Much of the book details her grievances with how women artists were treated or ignored by dealers and curators. Often, she was the lone woman in a group of male artists, such as in the Whitney’s “22 Realists” exhibit in 1969. Once, even though she was a leader in the new Photorealism painting movement, she writes, she was excluded from a talk on photorealism by a gallery director who was showing only images by male photorealists, works that depicted “cars, trailers, motorcycles, trucks, storefronts, empty streets and deadpan portraits.”
“My colors were brighter, I used narrative and iconography, and my subject matter was humanist,” she wrote. Though she and the male photorealists were both interested in capturing light, she went on to say, they painted reflections on metal surfaces such as cars, and depicted the glass in car headlights and windshields, while she painted silver teapots and gold bracelets, and the glass in mirrors and bottles. She was interested in portraying emotion and expression.

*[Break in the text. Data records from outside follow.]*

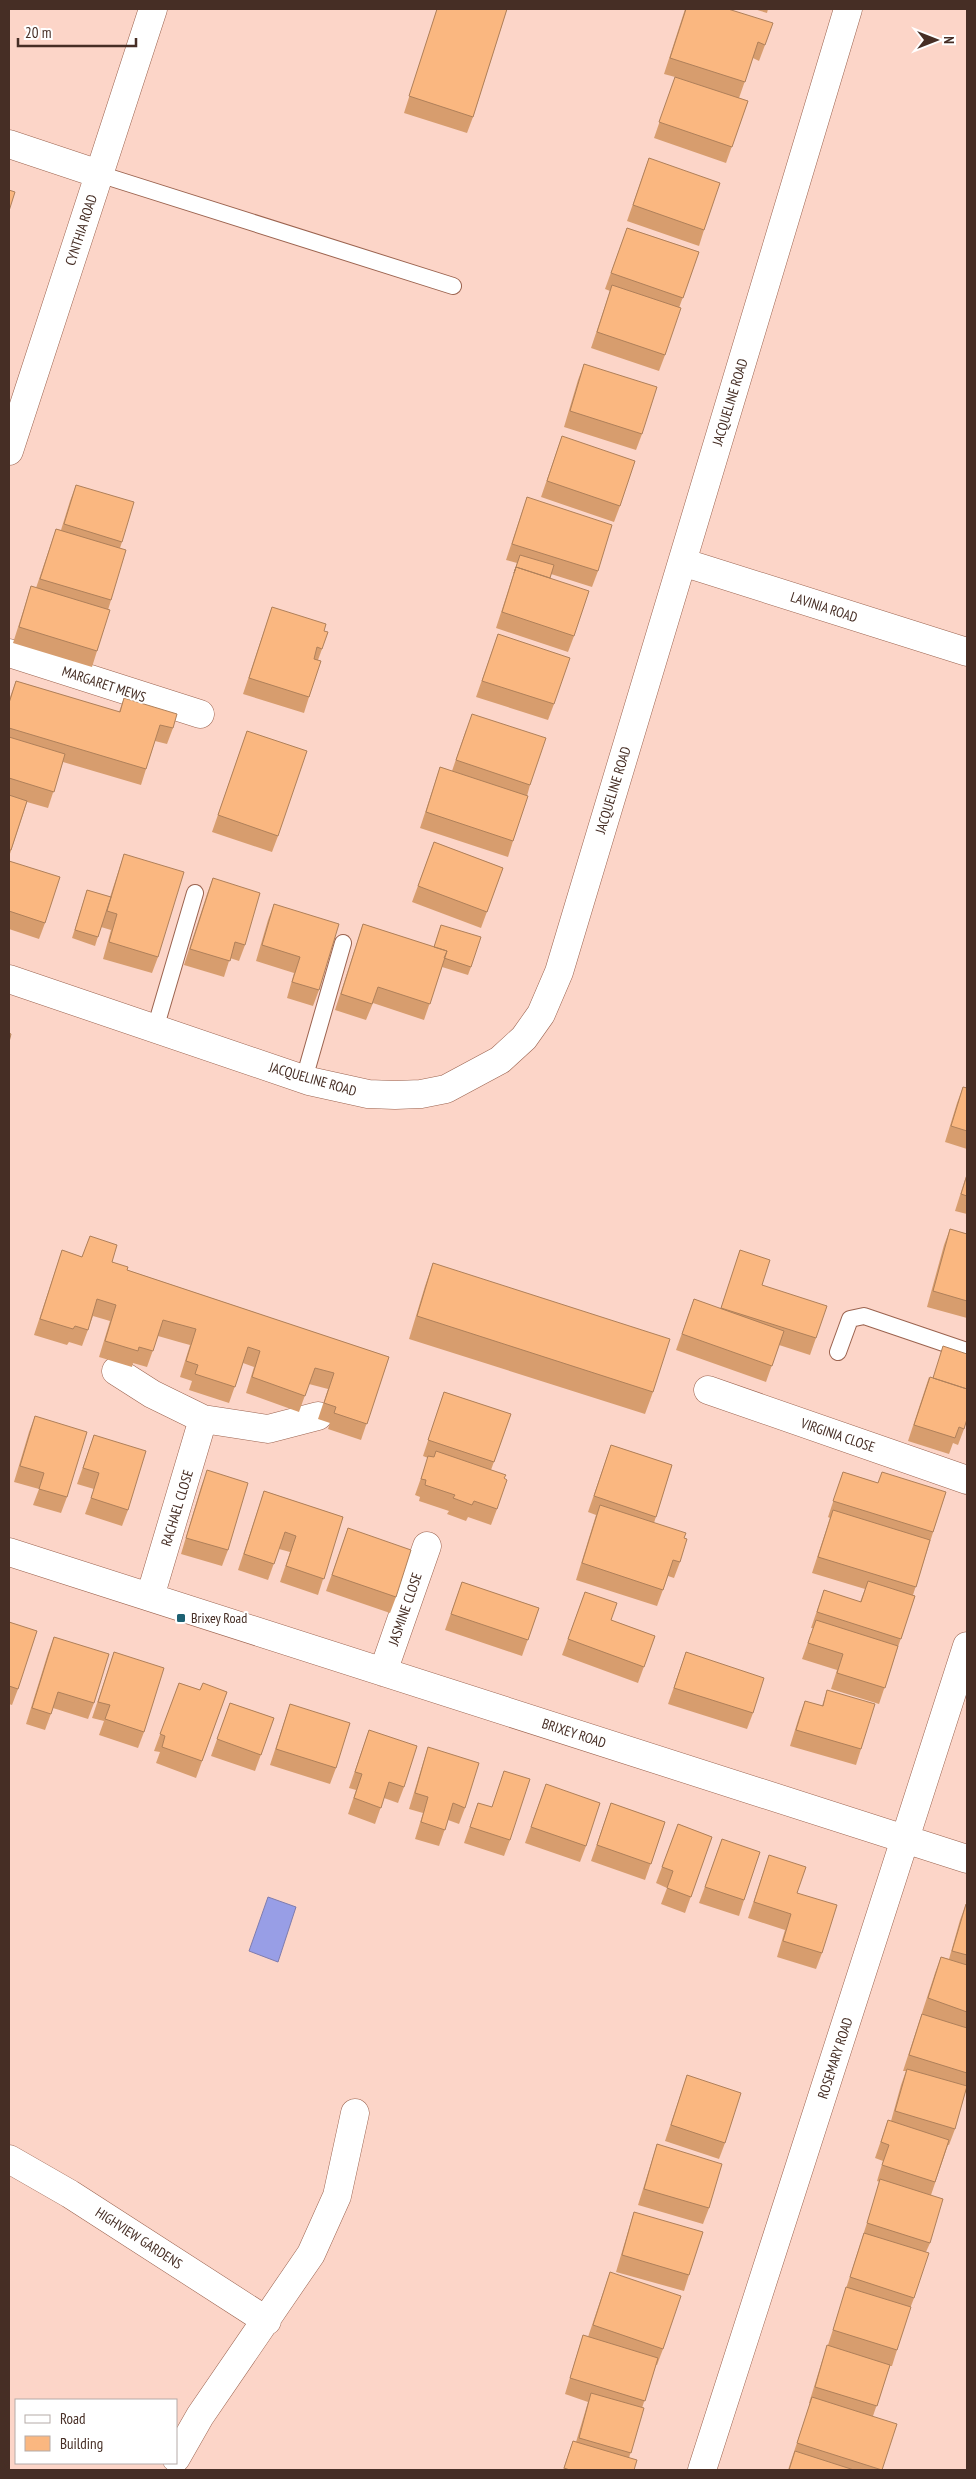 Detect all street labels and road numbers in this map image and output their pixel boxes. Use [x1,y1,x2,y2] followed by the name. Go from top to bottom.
[61,192,101,268] street label: CYNTHIA ROAD
[708,356,752,449] street label: JACQUELINE ROAD
[788,588,860,626] street label: LAVINIA ROAD
[60,662,148,706] street label: MARGARET MEWS
[591,744,635,837] street label: JACQUELINE ROAD
[266,1058,359,1100] street label: JACQUELINE ROAD
[798,1414,877,1456] street label: VIRGINIA CLOSE
[157,1468,197,1548] street label: RACHAEL CLOSE
[384,1570,426,1649] street label: JASMINE CLOSE
[540,1714,608,1752] street label: BRIXEY ROAD
[813,2015,857,2101] street label: ROSEMARY ROAD
[92,2203,186,2273] street label: HIGHVIEW GARDENS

That’s why, she explains, she was so taken with the expressive wooden statue of Mary, the Macarena Esperanza, created in the 17th century, which she went to see in Seville. The elitist art world looked down on this kind of art.
“They called it kitsch; it was too sentimental, too glitzy, with too much color and too much emotion. But I knew that I was standing before a masterpiece,” she wrote.
The custodian at the church told her the artist was Luisa Roldan, and said in Spanish, “of course the artist is a woman. No man could express the feelings a mother has for her son.”
This feminine aesthetic resonated with Flack. She didn’t care that elite art circles belittled Spanish Passion art for “its extreme emotionality and lack of classical restraint.” These criticisms were later used to characterize her work, such as when she painted her own image of the Macarena in “Macarena Esperanza” and “Macarena of Miracles” (1971), works that were deemed too colorful and too expressive, words often used as code for “too Jewish.”
Writing for The New York Times, Rosalyn Drexler called Flack’s painting “Jolie Madame” “one of the most beautiful ugly paintings I have ever seen.” The art world, Flack came to realize, was one “predicated on male vision, judged by male standards, evaluated by male critics, and written about by male art historians.” Her subjects were deemed too feminine.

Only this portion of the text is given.